Make edit-csv-as-yaml a bit more usable

- editing multiple files - adding/reordering columns - leaves out empty values - int values don't need quotes & are written without them
2024-08-20 18:16:34 +00:00 · 2011-09-24 22:04:12 +03:00 · 2011-09-24 22:04:12 +03:00 · 9a2f5093d8
commit 9a2f5093d8
parent 6f8a0bdc2e
1 changed files with 49 additions and 23 deletions
--- a/bin/edit-csv-as-yaml
+++ b/bin/edit-csv-as-yaml
@ -3,7 +3,7 @@
 for you to fiddle with it, then convert back to csv and replace the original
 file.

-Run me as: $0 some_file.csv
+Run me as: $0 some_file.csv [other_file.csv ...]

 The editor used is $EDITOR, of course.

@ -17,6 +17,7 @@ import os
 import subprocess
 import sys
 import tempfile
+import shlex

 try:
    import yaml
@ -47,20 +48,37 @@ yaml.add_representer(
 )

 ### Do actual work!
-infilename, = sys.argv[1:]
+infilenames = sys.argv[1:]

-data = []
-with open(infilename) as infile:
-    reader = csv.reader(infile, lineterminator='\n')
-    column_names = [unicode(column) for column in next(reader)]
+all_data = []
+for infilename in infilenames:
+    data = []
+    with open(infilename) as infile:
+        reader = csv.reader(infile, lineterminator='\n')
+        column_names = [unicode(column) for column in next(reader)]

-    # Read data...
-    for row in reader:
-        datum = odict()
-        for col, value in zip(column_names, row):
-            datum[col] = value.decode('utf-8')
+        # Read data...
+        for row in reader:
+            datum = odict()
+            for col, value in zip(column_names, row):
+                # Skip empty values
+                if value:
+                    datum[col] = value.decode('utf-8')
+                    try:
+                        # Numbers to numbers
+                        if unicode(int(value)) == value:
+                            datum[col] = int(value)
+                    except ValueError:
+                        pass

-        data.append(datum)
+            data.append(datum)
+
+        file_info = odict((
+                ('name', infilename),
+                ('column_names', column_names),
+                ('rows', data),
+            ))
+    all_data.append(file_info)


 # Monkeypatch yaml to use > syntax for multiline text; easier to edit
@ -76,7 +94,7 @@ Emitter.choose_scalar_style = new_choose_scalar_style

 # Write to a tempfile
 with tempfile.NamedTemporaryFile(suffix='.yml') as tmp:
-    yaml.safe_dump(data, tmp,
+    yaml.safe_dump(all_data, tmp,
        default_flow_style=False,
        allow_unicode=True,
        indent=4,
@ -85,17 +103,21 @@ with tempfile.NamedTemporaryFile(suffix='.yml') as tmp:

    error_line = ''  # used on errors
    while True:
-        args = [os.environ['EDITOR'], tmp.name]
-        if 'vim' in os.environ['EDITOR']:
+        editor = shlex.split(os.environ['EDITOR'])
+        args = editor + [tmp.name]
+        if 'vim' in editor[0]:
            # vim has an arg for jumping to a line:
            args.append("+{0}".format(error_line))
+        elif 'kate' in editor[0]:
+            # so does kate!
+            args.append("-l {0}".format(error_line))

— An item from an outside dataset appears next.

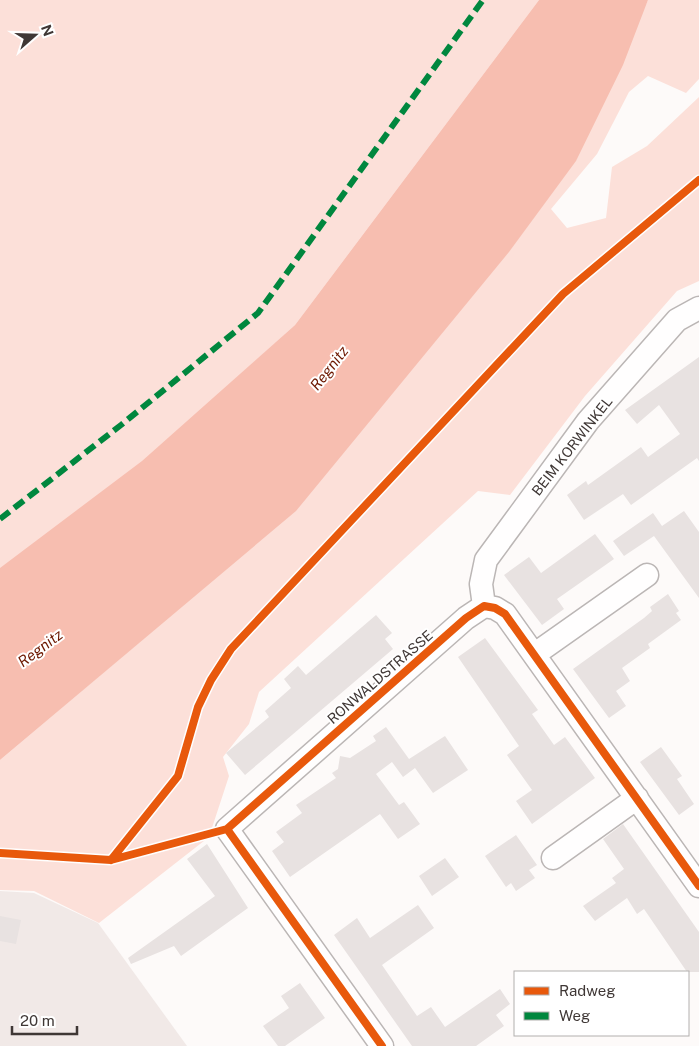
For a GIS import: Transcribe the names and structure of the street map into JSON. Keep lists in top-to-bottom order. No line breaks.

        # Run the user's editor and wait for it to close
        subprocess.Popen(args).wait()
        tmp.seek(0)

        try:
-            new_data = yaml.safe_load(tmp)
+            all_new_data = yaml.safe_load(tmp)
            break
        except yaml.YAMLError as e:
            if hasattr(e, 'problem_mark'):
@ -111,11 +133,15 @@ with tempfile.NamedTemporaryFile(suffix='.yml') as tmp:
            print "Press Enter to try again, or I guess ctrl-c to bail."
            raw_input()

-with open(infilename, 'wb') as outfile:
-    writer = csv.writer(outfile, lineterminator='\n')
-    writer.writerow([ column.encode('utf8') for column in column_names ])
+for dct in all_new_data:
+    filename = dct['name']
+    new_data = dct['rows']
+    column_names = dct['column_names']
+    with open(filename, 'wb') as outfile:
+        writer = csv.writer(outfile, lineterminator='\n')
+        writer.writerow([ column.encode('utf8') for column in column_names ])

-    for datum in new_data:
-        writer.writerow([
-            datum[column].encode('utf8') for column in column_names
-        ])
+        for datum in new_data:
+            writer.writerow([
+                unicode(datum.get(column, '')).encode('utf-8') for column in column_names
+            ])